REQUIREMENT —
Find each line of the entries with the string "Bambú", please, and copy it.

GIVEN RECORDS —

* * * * *

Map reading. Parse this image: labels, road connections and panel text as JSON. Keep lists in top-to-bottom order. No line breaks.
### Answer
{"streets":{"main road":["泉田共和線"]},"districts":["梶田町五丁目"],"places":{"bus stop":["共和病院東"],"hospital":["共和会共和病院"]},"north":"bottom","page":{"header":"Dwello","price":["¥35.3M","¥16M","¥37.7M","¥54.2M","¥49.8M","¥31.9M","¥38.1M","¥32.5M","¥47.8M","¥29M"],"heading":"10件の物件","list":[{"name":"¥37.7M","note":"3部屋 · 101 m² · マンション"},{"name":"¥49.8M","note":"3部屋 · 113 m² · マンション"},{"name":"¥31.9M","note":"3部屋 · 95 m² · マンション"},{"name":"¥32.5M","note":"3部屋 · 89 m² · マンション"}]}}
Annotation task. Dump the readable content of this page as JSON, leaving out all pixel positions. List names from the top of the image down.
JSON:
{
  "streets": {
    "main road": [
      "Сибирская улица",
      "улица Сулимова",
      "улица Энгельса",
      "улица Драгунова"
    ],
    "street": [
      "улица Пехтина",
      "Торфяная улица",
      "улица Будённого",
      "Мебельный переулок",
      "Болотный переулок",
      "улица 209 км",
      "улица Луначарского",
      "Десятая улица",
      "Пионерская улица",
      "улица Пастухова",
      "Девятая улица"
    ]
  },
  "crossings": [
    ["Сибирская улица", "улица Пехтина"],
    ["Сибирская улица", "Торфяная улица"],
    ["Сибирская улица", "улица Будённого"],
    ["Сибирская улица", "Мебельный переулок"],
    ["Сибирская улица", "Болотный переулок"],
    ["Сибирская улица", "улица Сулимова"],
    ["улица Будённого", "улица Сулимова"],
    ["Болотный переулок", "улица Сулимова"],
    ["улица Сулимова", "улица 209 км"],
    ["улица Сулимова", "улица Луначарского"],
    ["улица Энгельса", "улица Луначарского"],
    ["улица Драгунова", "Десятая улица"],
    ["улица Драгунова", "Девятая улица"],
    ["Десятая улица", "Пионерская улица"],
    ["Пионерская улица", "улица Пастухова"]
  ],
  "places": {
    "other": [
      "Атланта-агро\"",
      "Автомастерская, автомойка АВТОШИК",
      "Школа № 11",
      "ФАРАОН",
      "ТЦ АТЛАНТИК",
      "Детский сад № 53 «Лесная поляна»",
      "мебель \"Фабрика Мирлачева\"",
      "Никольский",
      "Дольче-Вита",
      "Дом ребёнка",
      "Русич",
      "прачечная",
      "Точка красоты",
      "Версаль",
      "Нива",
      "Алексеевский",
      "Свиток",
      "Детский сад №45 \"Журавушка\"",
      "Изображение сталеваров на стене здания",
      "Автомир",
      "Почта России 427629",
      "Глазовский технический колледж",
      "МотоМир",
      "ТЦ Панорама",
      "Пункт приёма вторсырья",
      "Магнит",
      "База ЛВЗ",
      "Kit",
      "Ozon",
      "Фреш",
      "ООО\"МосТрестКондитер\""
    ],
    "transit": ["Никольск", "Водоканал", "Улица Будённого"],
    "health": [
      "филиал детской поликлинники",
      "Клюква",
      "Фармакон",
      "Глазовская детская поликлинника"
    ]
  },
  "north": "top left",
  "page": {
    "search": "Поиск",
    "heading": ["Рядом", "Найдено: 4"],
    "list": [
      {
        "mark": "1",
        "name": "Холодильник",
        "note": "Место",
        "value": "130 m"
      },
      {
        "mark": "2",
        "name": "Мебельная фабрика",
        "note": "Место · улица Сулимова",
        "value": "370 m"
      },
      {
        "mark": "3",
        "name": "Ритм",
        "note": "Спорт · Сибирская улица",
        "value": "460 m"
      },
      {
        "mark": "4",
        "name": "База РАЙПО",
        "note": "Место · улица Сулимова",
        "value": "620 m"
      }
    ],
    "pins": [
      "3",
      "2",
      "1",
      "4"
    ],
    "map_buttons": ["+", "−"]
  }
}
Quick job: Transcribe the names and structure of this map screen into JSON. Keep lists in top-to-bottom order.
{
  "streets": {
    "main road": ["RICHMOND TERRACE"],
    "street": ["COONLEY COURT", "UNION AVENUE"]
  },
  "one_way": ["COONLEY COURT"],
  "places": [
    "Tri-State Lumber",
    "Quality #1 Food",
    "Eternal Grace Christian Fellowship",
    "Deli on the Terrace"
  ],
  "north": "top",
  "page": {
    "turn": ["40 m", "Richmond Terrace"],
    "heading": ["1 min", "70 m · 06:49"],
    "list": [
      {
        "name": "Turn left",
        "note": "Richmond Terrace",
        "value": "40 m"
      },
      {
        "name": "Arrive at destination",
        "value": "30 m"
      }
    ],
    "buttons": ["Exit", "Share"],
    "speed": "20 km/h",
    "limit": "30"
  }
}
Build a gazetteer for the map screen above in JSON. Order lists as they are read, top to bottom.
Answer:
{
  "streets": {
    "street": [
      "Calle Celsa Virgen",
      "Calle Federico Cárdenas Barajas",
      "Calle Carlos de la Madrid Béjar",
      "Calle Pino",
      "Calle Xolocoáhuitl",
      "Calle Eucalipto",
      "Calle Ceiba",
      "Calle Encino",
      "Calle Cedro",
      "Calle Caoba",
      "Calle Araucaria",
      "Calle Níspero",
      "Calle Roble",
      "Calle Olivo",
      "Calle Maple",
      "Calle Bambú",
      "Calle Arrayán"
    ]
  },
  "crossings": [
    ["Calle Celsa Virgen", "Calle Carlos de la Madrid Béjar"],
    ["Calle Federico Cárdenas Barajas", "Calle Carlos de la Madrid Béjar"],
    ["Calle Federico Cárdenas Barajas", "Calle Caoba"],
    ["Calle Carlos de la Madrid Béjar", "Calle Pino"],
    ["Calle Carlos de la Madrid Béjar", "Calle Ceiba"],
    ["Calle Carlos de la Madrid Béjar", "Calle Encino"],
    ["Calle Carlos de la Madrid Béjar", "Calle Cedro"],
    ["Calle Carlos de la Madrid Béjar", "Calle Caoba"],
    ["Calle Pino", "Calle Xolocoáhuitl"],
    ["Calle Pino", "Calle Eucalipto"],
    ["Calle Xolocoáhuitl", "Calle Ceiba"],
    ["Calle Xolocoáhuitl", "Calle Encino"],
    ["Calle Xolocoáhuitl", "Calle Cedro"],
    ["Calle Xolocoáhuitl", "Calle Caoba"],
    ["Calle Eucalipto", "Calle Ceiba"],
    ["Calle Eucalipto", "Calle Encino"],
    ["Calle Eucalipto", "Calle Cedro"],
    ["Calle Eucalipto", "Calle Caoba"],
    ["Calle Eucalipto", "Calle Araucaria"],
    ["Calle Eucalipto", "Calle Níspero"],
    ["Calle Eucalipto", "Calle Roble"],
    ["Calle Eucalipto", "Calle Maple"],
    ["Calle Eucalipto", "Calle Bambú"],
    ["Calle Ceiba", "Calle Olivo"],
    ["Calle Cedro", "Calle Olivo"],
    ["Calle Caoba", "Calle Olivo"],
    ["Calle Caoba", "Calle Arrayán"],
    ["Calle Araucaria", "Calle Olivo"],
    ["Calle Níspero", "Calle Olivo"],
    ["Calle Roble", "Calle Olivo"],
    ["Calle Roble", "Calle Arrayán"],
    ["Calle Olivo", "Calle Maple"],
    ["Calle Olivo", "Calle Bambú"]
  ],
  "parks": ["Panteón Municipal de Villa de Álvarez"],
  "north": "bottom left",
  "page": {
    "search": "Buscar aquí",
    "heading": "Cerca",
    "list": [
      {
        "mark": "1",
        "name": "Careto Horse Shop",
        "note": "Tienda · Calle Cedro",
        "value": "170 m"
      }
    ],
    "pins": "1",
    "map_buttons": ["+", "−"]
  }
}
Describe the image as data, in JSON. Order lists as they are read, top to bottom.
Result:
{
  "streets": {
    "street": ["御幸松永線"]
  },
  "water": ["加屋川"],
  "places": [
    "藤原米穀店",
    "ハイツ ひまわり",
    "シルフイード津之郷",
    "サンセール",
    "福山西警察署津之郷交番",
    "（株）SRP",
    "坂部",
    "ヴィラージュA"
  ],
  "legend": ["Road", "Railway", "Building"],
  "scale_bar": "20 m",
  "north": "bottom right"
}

* * * * *

YOUR SOLUTION —
      "Calle Bambú",
    ["Calle Eucalipto", "Calle Bambú"],
    ["Calle Olivo", "Calle Bambú"]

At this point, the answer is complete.